"Prayer, Incorporated"
Growing numbers of businesses count intercessors as a corporate asset
Ken Walker | posted 7/01/2003 12:00AM
It's 1 p.m.—break time in plant No. 14 at Cardone Industries' automotive remanufacturing plant in Philadelphia. But instead of grabbing Cokes or swapping sports stories, 15 workers in the water pump division gather and sit on makeshift seats.
Participants hail from varied backgrounds, among them Haitian, Hispanic, and Ukrainian, many now living in the city's northeast Olney section. This rich ethnic mix unites around a common purpose: prayer.
The requests vary, some coming from a weekly list e-mailed to 250 employee intercessors by Paul Spuler Sr., vice president of spiritual life. One asks that God help officials manage inventory and cash flow. Another seeks help with "production efficiencies." Individuals pray for family members who need healing, financial relief, or salvation.
As the 10-minute session winds up, an Indian woman tells Spuler, "The company has blessed me with employment. The least I can do is pray for God's blessing on them."
Since February, workers inspired by Spuler have started daily prayer sessions at two other plants at the massive facility of 4,000 employees.
"My passion is to see as much prayer as possible get integrated into this business," said Spuler, a former Assemblies of God pastor.
Boosting the bottom lineCardone Industries is hardly the only business hiring people to pray and organize prayer.
Since hiring his mother as a combination bookkeeper-intercessor in 1995, Victor Eagan said his business has prospered. The Detroit-area orthodontist said intercession also promotes a peaceful office atmosphere.
While he relies on volunteer intercessors, the founder of a Midwestern dental equipment manufacturing lab credits prayer meetings and a worldwide network of intercessors for the healthy boost to his bottom line since 1994.

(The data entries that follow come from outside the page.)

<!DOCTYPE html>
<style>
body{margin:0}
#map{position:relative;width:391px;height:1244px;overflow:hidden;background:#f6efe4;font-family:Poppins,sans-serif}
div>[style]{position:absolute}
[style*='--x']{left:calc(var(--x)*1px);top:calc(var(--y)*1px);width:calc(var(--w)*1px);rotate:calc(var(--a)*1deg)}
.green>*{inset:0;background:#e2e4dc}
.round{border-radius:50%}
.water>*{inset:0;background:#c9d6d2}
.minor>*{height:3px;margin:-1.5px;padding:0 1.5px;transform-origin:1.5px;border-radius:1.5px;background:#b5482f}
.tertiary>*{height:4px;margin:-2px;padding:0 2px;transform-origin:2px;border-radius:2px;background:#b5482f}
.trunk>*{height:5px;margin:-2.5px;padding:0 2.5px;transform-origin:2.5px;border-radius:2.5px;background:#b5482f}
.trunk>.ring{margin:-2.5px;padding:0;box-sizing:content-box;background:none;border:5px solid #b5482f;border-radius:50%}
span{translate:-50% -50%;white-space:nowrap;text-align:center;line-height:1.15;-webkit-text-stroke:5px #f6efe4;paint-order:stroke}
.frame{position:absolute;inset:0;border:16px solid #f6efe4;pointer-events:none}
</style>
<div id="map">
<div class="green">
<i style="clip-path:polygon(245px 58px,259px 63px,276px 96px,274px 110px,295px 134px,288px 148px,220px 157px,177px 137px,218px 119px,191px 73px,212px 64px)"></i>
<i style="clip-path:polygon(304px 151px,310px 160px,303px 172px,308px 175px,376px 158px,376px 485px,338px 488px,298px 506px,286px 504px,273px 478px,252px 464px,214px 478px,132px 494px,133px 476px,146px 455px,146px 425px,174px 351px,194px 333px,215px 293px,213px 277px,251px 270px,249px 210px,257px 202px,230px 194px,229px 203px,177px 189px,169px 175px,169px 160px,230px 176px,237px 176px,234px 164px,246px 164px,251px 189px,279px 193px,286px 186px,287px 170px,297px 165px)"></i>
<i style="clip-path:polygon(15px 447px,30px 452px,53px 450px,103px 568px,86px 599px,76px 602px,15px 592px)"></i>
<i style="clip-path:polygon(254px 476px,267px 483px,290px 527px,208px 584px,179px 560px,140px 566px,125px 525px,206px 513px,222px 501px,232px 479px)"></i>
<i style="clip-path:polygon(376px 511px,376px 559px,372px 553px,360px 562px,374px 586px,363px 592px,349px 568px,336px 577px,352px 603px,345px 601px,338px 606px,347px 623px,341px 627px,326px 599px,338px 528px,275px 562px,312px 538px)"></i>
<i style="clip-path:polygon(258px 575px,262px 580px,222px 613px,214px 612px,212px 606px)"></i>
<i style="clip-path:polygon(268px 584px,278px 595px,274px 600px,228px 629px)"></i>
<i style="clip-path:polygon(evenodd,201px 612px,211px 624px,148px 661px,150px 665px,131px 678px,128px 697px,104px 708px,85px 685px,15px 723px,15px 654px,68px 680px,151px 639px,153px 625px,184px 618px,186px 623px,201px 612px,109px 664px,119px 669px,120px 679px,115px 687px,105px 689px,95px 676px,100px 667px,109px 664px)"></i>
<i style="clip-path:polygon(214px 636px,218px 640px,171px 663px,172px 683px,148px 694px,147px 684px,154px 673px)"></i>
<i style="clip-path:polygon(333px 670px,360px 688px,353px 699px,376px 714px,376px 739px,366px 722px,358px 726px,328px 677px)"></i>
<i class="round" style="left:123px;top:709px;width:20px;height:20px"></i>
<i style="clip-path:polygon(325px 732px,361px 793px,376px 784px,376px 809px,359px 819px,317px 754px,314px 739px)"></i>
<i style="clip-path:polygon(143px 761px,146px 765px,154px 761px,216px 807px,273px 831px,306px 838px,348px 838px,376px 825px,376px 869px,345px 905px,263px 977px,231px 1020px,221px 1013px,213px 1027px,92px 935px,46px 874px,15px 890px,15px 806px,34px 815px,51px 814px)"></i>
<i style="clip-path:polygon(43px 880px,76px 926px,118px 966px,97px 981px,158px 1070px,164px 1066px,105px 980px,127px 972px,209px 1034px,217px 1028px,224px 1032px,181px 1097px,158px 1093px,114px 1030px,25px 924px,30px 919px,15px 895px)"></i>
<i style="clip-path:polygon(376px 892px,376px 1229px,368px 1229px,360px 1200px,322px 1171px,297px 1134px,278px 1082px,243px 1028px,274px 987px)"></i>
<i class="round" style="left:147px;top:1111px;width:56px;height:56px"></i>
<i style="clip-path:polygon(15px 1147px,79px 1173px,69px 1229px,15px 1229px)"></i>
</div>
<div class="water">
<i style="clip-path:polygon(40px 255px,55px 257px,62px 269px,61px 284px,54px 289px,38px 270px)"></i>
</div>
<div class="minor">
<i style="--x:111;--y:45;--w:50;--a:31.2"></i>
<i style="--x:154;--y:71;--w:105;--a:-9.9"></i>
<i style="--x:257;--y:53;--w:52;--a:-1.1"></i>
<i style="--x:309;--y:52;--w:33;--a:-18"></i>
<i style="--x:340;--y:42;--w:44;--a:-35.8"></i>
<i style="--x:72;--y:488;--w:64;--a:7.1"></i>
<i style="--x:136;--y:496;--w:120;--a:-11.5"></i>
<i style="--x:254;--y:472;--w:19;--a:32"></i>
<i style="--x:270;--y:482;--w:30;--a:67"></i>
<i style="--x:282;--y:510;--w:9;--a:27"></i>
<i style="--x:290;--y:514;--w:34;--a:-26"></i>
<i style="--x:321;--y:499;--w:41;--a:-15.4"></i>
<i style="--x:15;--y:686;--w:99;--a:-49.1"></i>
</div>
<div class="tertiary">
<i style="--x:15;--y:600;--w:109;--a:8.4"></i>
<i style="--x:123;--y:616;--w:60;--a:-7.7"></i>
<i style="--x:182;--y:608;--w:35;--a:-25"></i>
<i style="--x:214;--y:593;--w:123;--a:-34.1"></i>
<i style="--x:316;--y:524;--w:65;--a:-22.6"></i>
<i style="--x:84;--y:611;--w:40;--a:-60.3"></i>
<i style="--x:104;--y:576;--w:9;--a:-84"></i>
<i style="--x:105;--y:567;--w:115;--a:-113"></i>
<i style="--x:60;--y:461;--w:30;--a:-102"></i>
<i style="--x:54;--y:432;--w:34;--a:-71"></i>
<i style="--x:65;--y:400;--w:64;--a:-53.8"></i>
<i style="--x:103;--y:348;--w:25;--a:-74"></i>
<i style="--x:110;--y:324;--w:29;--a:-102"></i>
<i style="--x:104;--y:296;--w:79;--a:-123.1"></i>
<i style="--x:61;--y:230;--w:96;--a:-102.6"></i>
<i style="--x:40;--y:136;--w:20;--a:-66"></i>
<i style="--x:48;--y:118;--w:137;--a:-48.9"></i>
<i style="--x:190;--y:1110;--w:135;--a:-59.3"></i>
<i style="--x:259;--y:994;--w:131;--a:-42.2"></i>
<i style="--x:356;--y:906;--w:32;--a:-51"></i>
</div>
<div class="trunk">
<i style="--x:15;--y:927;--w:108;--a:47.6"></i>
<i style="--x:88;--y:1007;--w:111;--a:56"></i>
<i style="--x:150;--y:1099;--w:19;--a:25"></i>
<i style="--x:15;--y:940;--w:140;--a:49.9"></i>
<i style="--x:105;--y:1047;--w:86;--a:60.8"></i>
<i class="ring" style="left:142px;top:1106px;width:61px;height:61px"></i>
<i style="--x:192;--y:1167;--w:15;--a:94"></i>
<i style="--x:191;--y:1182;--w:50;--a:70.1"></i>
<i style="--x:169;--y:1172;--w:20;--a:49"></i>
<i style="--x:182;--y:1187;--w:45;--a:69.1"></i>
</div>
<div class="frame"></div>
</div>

Larry Ihle of Dexterity Dental Arts in Farmington, Minnesota, said many non-Christian employees have converted. Ihle said vendors and suppliers are receptive to prayers for their well-being.
"My point has never been to get wealth," Ihle said. "As I read God's Word, it said you have not because you ask not."
Despite his business shrinking from 50 employees to 10 amid Silicon Valley's dot-com bust, Gary Williams of Millennium Imaging in Menlo Park, California, keeps Doris Eska, a part-time intercessor, on the payroll.
Working from home, Eska visits twice a month to discuss personal needs of employees and tenants in the company's office building.
"The economy is horrible, but we're still profitable," Williams said. "I wouldn't dare be in business without her."
Chris Armstrong, managing editor of Christian History (a CT sister publication), said the idea of paying people to pray has deep roots in Christian History. "The landscape of medieval England was dotted with 'chantry chapels'—either attached to churches or freestanding nearby," Armstrong said. "Endowed by wealthy men, the chapels were staffed by a 'chantry priest,' whose primary responsibility was to sing or say Mass for the souls of the departed patron."
Unlike priests in medieval chantries, however, today's paid intercessors focus on the needs of the living.
Current demand is significant enough that last year a Dallas-based ministry turned its focus from supporting missionaries to training "marketplace intercessors." Though Beth Alves, president of Intercessors International, has prayed regularly for businesses since 1984, she said interest is growing.
Alves previously taught at the charismatic Christ for the Nations ministry in Dallas. She said the 9/11 terrorist attacks spawned a series of weeklong business prayer training sessions.